Asif Kapadia is responsible for two of the best documentaries I’ve ever seen – Senna (2010) and Amy (2015) – and another very good one – Diego Maradona (2019) so I was intrigued to see how he was going to approach the challenging topic of, well, the future.
2073 is an ambitious project that uses a fictionalised, plausible, dystopian future as a framing device to tell us what we are all doing wrong in the here-and-now. Samantha Morton plays a character called Ghost, living in a tiny pod inside a ruined shopping mall in New San Francisco. As she wanders around the urban wasteland caused by something called “The Event”, she uses the stories her grandmother told her to warn us about what’s coming.
Not everyone is scavenging a living – the oligarchs managed to make sure their future was a lot cosier – and a lot of what Kapadia and co-writer Tony Grisoni are on about is the danger of unchecked inequality and the ease with which wealth can secure itself against the rest of us.
In William Gibson’s Peripheral series of books (and the TV series adapted from them), “The Event” is called “The Jackpot” and it’s a combination of environmental, economic and political disasters that – when they arrive all at once – society can’t recover from.
In the documentary parts of 2073, the usual naysayers like Monbiot, Cadwalladr, Rushkof, etc. lay out all the circumstances that are leading us to “The Event” (or “The Jackpot”) but without offering much advice other than “don’t do it like this, or else”.
Being scolded by a documentary isn’t much fun. Back in 2009 I reviewed a similar film called The Age of Stupid, in which Pete Postlethwaite played a museum curator on an off-shore oil rig filled with what remained of humanity’s treasures, and I wrote: “The problem is – what were/are we supposed to do? The Age of Stupid unfortunately isn’t very constructive and may leave audiences feeling only guilty and helpless.”

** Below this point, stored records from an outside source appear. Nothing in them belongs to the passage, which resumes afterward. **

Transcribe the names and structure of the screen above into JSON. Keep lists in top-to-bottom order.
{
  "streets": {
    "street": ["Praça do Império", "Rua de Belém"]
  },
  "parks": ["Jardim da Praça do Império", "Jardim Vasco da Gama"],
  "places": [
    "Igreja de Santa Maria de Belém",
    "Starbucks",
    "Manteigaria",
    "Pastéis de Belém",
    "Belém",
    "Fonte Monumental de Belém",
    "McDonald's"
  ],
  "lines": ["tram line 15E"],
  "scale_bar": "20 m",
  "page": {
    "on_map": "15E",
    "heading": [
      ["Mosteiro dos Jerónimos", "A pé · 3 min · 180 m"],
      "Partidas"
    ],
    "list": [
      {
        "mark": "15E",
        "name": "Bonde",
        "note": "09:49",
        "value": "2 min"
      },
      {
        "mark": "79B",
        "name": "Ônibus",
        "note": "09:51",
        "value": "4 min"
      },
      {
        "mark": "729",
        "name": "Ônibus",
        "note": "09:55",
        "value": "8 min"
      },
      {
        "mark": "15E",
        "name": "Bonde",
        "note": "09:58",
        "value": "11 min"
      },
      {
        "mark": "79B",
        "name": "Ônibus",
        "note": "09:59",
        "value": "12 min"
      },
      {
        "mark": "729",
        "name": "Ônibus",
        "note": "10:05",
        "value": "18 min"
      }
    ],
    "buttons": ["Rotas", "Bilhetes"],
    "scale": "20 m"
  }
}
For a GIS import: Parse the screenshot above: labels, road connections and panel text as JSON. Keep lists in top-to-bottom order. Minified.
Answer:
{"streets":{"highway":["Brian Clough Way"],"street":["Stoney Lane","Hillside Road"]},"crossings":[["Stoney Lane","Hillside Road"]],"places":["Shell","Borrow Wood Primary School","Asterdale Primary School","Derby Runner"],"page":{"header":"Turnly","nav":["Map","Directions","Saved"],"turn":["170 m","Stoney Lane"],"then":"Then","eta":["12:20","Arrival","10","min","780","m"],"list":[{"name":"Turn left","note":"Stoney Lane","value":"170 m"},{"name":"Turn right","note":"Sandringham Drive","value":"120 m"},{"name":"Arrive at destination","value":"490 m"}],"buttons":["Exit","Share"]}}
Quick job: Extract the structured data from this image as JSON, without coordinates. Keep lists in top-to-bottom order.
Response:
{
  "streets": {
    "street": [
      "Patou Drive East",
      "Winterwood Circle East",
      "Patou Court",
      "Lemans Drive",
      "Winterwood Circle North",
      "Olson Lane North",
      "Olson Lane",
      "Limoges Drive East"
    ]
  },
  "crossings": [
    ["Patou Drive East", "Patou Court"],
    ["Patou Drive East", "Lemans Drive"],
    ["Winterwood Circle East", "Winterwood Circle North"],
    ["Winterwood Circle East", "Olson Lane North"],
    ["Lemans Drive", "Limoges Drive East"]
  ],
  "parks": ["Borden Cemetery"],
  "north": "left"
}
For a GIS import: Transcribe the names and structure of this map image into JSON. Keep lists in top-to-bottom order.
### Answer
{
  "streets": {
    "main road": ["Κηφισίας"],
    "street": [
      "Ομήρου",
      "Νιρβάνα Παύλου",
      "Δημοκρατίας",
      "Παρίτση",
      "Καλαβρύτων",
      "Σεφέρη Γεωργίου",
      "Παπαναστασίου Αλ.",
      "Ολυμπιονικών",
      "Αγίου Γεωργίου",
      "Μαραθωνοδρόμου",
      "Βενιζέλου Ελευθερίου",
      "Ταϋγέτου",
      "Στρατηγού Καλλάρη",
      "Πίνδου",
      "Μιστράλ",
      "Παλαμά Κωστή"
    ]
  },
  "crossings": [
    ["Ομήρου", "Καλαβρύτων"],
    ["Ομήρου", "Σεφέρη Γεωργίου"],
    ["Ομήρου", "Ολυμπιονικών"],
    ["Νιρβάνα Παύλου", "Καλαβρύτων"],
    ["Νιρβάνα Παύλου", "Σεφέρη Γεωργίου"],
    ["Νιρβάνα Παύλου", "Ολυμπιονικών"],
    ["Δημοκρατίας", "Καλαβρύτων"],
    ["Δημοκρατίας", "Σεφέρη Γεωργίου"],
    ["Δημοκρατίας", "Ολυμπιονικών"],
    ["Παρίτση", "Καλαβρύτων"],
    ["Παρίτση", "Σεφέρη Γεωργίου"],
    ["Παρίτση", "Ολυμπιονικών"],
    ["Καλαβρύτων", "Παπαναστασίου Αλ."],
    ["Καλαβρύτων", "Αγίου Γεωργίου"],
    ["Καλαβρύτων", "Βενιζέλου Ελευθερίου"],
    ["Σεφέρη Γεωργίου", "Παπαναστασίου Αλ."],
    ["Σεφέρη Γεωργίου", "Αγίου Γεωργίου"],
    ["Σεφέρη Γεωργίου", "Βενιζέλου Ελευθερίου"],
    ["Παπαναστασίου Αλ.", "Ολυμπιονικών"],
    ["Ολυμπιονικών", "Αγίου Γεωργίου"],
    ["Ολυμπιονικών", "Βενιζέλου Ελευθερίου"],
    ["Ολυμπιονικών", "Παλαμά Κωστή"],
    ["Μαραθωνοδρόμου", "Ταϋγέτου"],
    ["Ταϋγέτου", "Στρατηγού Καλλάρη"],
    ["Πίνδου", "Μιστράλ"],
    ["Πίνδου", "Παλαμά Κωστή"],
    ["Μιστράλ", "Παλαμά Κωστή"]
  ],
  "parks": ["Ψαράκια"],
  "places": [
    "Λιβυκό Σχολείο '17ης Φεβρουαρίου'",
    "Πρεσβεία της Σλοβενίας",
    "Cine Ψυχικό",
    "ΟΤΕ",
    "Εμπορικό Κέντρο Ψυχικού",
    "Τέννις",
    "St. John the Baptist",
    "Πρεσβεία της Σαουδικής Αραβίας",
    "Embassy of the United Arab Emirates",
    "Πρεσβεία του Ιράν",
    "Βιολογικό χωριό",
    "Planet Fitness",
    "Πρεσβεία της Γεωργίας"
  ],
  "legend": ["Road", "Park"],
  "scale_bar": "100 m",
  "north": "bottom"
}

If you want to still feel a little bit of hope for the future, you need to go back to 2019 and Damon Gameau’s 2040. Made before Covid sent the world mad, 2040 is the Australian director’s follow-up to the hugely successful That Sugar Film. In it, he tries to imagine a world that his daughter – then only four – might inherit and whether we might be able to make it even better than the one we had then.
To do so he focuses on technologies and techniques that are already in use and that only require wide adoption to make a global difference. Micro-grids from renewable energy sources, carbon sequestration via seaweed – Did you know that some seaweeds grow up to half a metre a day – and regenerative farming.
Gameau is an enthusiastic and persuasive guide. The editor-in-chief and I removed a huge amount of sugar from our diets after seeing him hosting a That Sugar Film screening in Wellington and watching 2040 was a similar sort of tonic. In these times, it is desperately important that we see people modelling positive change and don’t give in to cynicism or even despair. Let’s leave the dystopian futures for fiction, eh?